I read that most children save their WORST behavior for the people they feel safest around.
Not that your child doesn't feel physically safe at school... but he is at school, and there is a certain amount of pressure around. He has friends, he has all sorts of teachers, he has a principal, and all of these people can be larger than life to a child. So he's sort of on his best behavior at school.
Then he gets home, where he is in his comfort zone, around the parents that he KNOWS are permanent fixtures in his life, that he knows love him no matter what, and so this is where he has his meltdown.
It is really pretty common for kids to melt down after school. They are exhausted, and they've been sort of tense all day. It is similar to how we feel when we come home from a long day of work, but children don't have as much self-control as we do.
So my advice would be, basically, to just not take it personally. Treat your child's rage as if he is just making noise. Try not to have an emotional reaction at all, but just stay as calm and cool as you can, and let him know you'll respond to him when he is calm.

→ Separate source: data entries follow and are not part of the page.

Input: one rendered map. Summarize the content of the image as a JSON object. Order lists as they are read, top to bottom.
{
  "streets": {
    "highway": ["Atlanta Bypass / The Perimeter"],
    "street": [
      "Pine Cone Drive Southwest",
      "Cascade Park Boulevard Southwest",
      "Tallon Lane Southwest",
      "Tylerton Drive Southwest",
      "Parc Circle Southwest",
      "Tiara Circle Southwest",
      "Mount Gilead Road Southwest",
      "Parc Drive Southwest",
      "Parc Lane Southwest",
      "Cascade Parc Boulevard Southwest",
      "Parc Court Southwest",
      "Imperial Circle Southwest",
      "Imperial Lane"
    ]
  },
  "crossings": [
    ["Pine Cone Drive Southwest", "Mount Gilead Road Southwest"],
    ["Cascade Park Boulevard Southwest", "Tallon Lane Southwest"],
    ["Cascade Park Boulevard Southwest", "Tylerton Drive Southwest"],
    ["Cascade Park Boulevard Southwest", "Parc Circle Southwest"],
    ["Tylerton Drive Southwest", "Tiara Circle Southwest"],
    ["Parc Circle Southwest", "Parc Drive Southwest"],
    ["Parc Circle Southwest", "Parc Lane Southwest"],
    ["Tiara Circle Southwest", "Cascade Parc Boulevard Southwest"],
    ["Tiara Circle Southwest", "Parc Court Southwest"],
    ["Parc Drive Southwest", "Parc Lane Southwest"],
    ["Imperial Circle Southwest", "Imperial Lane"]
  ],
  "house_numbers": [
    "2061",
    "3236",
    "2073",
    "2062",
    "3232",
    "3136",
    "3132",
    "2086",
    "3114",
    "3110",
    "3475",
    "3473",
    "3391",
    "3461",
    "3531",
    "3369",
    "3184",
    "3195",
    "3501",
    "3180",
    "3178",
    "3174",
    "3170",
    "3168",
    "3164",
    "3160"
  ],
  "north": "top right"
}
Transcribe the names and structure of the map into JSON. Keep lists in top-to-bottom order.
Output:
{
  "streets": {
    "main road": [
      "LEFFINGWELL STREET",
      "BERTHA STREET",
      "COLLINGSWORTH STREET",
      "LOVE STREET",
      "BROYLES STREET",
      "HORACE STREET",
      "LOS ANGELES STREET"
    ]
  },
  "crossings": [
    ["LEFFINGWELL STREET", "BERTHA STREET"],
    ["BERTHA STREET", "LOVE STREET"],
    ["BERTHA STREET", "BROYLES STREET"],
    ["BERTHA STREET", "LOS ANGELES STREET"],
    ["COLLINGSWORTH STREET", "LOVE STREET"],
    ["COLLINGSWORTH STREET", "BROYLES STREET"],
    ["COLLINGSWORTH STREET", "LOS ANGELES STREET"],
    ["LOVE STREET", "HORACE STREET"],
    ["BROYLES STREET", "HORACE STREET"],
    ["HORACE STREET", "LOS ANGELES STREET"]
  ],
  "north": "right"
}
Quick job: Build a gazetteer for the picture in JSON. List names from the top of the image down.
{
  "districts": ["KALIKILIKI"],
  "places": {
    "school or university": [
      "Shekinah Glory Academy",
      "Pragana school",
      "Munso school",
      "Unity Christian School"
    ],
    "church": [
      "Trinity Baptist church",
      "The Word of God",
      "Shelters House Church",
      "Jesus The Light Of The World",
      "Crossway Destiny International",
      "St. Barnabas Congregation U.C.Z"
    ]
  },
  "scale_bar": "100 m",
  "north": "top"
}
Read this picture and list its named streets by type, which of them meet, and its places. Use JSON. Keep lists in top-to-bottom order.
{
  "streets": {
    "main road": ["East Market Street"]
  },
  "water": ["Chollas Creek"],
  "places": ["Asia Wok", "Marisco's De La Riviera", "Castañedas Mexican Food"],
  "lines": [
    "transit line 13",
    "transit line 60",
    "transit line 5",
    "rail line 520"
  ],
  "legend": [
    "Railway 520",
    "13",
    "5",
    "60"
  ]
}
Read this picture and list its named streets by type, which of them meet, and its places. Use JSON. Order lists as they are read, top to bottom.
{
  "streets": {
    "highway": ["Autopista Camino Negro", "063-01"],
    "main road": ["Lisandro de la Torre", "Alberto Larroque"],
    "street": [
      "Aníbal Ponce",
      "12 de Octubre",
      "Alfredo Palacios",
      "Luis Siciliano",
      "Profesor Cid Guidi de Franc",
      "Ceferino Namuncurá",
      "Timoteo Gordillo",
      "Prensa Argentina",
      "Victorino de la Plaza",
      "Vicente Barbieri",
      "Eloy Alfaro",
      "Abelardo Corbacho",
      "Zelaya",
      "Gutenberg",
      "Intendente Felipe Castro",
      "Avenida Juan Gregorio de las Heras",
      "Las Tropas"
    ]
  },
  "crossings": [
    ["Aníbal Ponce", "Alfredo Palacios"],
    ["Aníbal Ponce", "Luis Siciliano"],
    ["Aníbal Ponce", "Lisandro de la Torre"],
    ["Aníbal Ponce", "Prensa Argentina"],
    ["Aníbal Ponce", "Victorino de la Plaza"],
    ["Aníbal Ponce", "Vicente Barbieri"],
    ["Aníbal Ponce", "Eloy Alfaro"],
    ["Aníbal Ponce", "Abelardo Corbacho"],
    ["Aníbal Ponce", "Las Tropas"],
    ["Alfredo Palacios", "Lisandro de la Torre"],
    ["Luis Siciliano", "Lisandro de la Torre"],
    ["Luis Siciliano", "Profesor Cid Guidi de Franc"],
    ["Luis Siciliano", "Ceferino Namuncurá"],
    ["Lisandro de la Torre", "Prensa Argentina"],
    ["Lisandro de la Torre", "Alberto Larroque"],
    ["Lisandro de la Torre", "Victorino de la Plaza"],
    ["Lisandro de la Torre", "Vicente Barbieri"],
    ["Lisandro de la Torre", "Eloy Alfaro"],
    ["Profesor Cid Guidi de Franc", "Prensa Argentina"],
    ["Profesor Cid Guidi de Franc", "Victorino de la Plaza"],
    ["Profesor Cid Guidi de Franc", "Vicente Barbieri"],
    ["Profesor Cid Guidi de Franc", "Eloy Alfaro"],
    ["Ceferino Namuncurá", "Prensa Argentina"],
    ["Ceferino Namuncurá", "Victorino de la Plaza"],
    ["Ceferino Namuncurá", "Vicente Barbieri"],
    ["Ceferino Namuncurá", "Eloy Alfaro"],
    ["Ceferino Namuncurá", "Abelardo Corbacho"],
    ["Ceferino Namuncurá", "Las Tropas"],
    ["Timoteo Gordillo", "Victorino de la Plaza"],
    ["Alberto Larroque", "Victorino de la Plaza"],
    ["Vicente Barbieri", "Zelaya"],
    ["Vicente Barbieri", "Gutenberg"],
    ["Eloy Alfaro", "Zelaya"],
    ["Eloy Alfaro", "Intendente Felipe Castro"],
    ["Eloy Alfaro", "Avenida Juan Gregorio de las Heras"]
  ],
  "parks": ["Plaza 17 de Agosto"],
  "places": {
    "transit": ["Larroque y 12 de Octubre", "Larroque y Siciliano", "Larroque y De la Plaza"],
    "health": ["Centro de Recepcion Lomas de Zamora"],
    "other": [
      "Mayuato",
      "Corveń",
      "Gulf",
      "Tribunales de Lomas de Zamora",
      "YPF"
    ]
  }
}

When I work in schools, a lot of times we'll have a "sensory room" that is darkened, with pillows and stuffed animals and things, where kids can go when they need to calm down. It isn't a punishment... just a safe place where they can let it go. You could try having a mandatory quiet time after school... for half an hour everyone has to go sit or lie down in a quiet spot and rest, listen to music, color, do puzzles, etc. This would give him time to unwind from school and get into a better frame of mind!
I hope that helps!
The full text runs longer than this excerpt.